BEGIN Supplied data

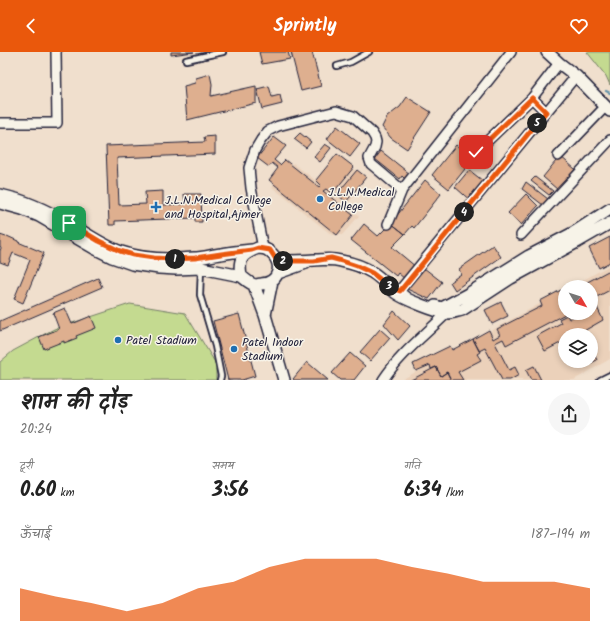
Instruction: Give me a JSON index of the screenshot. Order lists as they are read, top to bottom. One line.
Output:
{"places":{"other":["J.L.N.Medical College","Patel Stadium","Patel Indoor Stadium"],"health":["J.L.N.Medical College and Hospital,Ajmer"]},"north":"bottom right","page":{"header":"Sprintly","pins":["5","4","1","2","3"],"heading":["शाम की दौड़","20:24"],"stats":[["दूरी","0.60 km"],["समय","3:56"],["गति","6:34 /km"]],"chart":["ऊँचाई","187–194 m"]}}
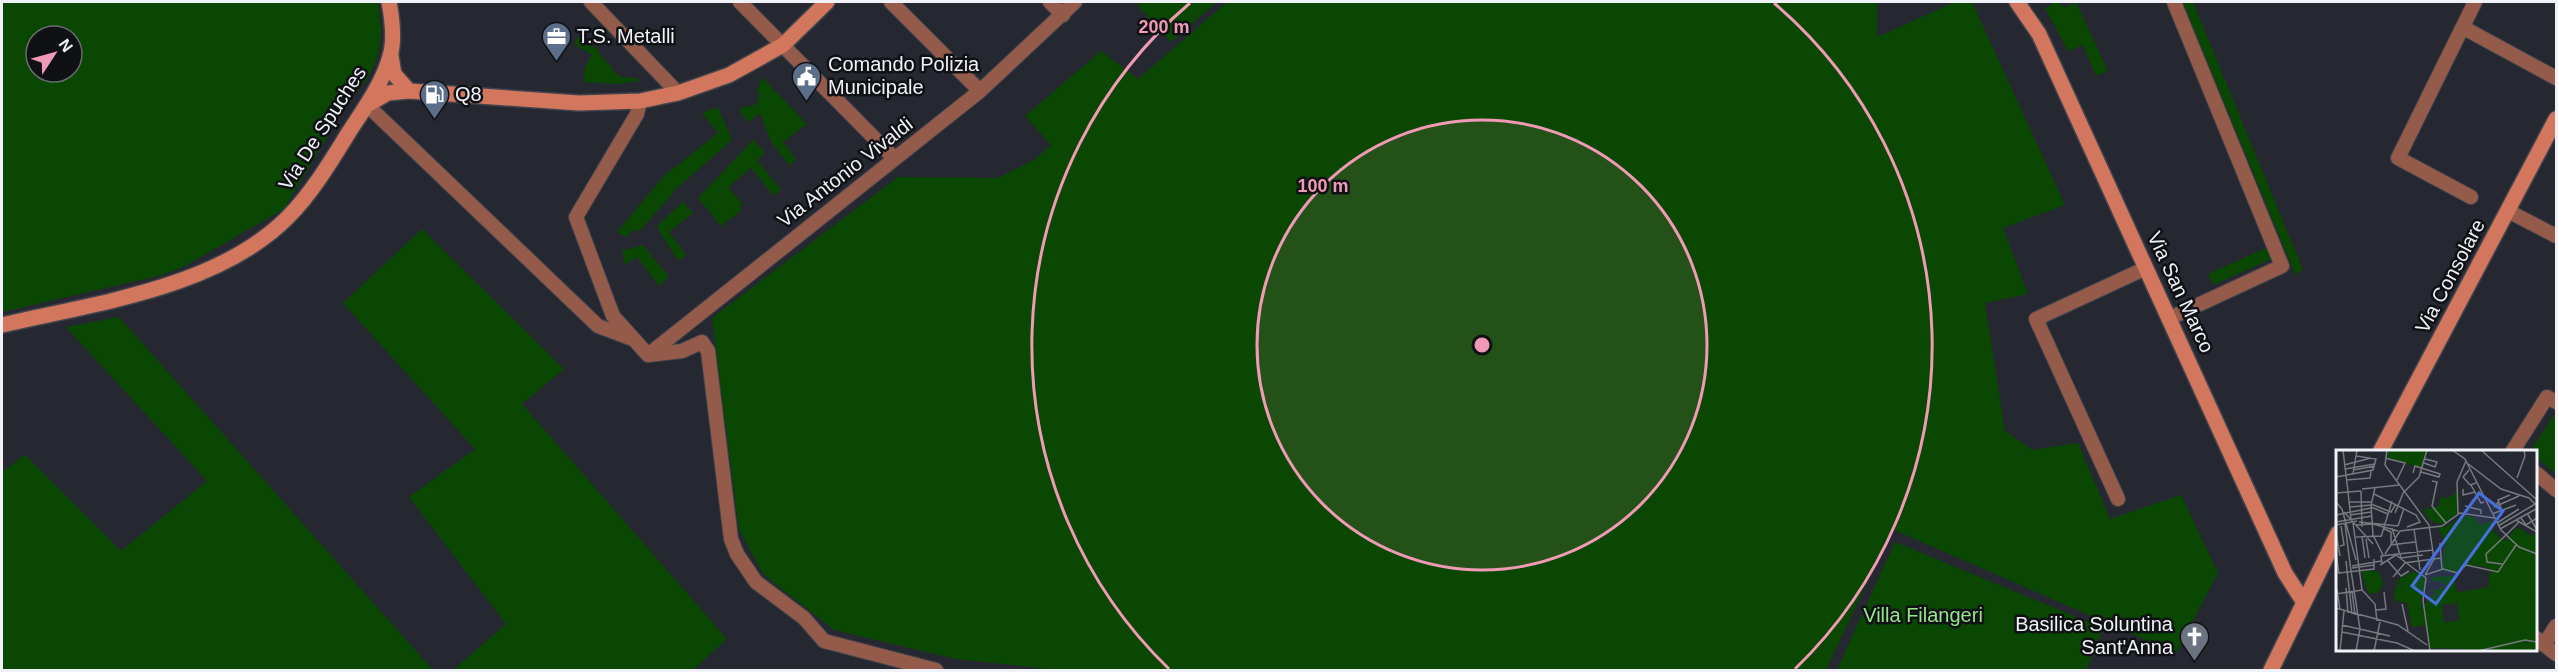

END Supplied data

▸ **Your assignment**: The expected output is every line of the data, unchanged, with the pictures skipped.

▸ **Written answer**:
Instruction: Give me a JSON index of the screenshot. Order lists as they are read, top to bottom. One line.
Output:
{"places":{"other":["J.L.N.Medical College","Patel Stadium","Patel Indoor Stadium"],"health":["J.L.N.Medical College and Hospital,Ajmer"]},"north":"bottom right","page":{"header":"Sprintly","pins":["5","4","1","2","3"],"heading":["शाम की दौड़","20:24"],"stats":[["दूरी","0.60 km"],["समय","3:56"],["गति","6:34 /km"]],"chart":["ऊँचाई","187–194 m"]}}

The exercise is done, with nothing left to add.